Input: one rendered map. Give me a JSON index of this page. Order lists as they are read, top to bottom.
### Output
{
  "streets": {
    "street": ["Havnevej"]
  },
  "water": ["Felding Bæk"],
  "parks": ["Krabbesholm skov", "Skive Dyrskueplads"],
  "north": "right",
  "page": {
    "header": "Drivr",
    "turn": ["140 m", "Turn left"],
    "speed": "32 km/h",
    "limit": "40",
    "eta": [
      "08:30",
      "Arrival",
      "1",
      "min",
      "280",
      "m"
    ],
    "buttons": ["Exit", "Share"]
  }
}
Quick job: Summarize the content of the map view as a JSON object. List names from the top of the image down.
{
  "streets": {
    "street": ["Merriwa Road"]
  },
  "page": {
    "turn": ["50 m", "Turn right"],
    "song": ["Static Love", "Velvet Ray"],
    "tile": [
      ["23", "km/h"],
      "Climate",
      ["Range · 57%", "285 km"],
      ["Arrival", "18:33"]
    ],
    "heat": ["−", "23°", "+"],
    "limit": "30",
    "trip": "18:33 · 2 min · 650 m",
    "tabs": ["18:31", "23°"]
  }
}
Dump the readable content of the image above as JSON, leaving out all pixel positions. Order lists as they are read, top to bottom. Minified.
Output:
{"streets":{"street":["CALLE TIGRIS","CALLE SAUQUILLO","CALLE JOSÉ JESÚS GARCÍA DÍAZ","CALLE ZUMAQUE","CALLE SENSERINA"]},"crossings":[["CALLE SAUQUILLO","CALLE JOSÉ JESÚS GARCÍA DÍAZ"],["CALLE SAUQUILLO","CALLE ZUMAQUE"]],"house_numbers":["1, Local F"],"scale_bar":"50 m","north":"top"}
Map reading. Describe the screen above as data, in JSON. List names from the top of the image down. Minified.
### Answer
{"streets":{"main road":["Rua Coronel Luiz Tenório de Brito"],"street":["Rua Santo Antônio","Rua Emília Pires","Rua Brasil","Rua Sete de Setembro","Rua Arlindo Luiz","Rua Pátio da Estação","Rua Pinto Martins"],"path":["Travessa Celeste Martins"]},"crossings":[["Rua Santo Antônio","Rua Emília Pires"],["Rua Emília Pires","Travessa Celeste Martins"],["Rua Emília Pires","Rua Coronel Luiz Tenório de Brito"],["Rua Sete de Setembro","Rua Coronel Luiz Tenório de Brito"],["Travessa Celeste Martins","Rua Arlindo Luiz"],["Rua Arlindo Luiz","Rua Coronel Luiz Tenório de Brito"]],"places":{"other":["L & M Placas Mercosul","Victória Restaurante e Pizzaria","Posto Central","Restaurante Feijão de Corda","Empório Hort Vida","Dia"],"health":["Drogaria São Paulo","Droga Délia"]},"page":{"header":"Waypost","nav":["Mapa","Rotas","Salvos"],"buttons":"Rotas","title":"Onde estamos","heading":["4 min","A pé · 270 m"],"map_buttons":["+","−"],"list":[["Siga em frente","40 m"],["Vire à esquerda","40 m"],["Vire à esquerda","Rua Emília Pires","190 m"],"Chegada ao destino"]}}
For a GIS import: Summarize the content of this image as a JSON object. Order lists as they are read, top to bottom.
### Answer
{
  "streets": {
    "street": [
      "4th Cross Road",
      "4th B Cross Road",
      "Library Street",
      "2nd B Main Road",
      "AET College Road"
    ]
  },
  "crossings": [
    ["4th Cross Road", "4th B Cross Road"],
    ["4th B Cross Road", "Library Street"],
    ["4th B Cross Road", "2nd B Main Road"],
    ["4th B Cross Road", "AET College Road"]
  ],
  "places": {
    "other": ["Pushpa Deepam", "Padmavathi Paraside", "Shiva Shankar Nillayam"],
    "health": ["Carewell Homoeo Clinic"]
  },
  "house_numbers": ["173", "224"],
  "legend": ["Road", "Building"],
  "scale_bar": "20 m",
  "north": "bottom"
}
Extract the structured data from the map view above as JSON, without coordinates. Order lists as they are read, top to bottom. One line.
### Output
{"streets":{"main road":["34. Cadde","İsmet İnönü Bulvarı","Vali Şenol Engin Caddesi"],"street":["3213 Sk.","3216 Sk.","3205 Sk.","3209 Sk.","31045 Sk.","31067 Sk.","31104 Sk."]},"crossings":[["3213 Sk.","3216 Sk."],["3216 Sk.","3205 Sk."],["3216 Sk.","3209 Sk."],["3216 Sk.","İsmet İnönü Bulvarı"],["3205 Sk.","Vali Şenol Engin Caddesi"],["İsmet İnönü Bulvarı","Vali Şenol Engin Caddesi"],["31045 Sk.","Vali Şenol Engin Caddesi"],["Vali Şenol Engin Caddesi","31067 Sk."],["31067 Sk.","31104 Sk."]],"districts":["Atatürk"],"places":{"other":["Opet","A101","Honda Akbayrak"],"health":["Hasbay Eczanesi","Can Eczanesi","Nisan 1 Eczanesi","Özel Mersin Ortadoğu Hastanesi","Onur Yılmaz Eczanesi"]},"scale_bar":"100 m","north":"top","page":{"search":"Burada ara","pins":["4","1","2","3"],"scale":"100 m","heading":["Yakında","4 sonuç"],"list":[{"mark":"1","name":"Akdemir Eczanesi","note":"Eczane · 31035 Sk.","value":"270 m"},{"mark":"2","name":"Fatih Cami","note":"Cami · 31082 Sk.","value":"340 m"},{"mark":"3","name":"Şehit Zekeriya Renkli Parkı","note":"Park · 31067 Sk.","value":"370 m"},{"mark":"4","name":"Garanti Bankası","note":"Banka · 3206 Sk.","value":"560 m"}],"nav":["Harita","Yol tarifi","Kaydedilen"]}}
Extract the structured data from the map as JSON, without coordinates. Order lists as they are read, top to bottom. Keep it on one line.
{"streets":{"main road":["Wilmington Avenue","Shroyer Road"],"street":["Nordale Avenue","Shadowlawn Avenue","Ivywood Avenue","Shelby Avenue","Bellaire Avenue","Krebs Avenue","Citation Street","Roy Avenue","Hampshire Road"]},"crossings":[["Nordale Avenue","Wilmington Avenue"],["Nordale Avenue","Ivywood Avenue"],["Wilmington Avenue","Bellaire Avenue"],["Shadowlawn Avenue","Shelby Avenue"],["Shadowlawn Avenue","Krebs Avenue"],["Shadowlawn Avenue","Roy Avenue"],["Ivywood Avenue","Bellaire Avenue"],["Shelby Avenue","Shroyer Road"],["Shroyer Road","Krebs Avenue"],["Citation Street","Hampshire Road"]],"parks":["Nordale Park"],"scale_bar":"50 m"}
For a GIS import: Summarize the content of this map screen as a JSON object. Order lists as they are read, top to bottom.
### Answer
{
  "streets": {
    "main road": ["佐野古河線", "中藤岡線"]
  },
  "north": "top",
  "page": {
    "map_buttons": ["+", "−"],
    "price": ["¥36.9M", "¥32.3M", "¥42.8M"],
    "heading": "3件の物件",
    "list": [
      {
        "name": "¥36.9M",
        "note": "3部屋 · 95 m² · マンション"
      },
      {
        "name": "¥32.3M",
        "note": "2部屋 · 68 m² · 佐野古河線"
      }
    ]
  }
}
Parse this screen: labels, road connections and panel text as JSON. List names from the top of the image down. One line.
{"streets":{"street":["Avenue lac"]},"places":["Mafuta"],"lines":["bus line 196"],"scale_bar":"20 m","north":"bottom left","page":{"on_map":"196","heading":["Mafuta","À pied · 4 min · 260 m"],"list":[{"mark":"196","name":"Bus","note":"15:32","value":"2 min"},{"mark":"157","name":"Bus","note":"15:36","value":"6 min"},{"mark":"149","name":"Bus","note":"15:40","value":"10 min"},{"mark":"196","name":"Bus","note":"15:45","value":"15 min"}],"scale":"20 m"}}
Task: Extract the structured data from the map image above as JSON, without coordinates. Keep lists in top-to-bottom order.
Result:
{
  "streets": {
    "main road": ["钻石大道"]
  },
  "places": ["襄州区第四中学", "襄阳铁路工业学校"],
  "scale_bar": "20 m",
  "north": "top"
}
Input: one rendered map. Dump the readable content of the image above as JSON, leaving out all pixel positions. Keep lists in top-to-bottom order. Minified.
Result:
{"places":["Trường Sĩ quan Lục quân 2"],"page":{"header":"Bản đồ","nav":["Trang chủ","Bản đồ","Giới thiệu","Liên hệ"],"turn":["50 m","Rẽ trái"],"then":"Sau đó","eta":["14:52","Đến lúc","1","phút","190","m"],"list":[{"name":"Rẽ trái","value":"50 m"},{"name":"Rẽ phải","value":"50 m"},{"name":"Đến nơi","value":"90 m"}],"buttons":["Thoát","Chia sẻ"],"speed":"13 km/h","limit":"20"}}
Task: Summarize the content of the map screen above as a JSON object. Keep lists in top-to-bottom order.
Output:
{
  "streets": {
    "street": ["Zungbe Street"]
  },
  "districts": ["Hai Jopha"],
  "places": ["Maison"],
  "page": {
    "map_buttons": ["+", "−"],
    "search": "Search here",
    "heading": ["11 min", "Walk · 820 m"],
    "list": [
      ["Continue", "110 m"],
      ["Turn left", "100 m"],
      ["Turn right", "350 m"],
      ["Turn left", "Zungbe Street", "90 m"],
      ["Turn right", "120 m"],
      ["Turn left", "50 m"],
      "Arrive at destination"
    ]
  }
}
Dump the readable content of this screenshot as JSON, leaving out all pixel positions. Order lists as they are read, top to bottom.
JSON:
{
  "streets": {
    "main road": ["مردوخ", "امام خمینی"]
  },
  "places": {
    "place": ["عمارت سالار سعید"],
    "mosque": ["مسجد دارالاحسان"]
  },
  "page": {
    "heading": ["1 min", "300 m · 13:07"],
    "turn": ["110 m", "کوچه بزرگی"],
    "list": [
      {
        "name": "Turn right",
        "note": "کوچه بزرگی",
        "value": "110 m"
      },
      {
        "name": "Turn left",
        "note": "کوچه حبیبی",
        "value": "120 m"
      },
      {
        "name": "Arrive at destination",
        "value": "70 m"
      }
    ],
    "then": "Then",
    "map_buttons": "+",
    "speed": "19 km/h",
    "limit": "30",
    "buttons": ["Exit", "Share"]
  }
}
——
◆ What is required: If a line in the entries holds the string "Dump", copy it.

◆ Finished exercise:
Dump the readable content of the image above as JSON, leaving out all pixel positions. Order lists as they are read, top to bottom. Minified.
Input: one rendered map. Dump the readable content of the image above as JSON, leaving out all pixel positions. Keep lists in top-to-bottom order. Minified.
Dump the readable content of this screenshot as JSON, leaving out all pixel positions. Order lists as they are read, top to bottom.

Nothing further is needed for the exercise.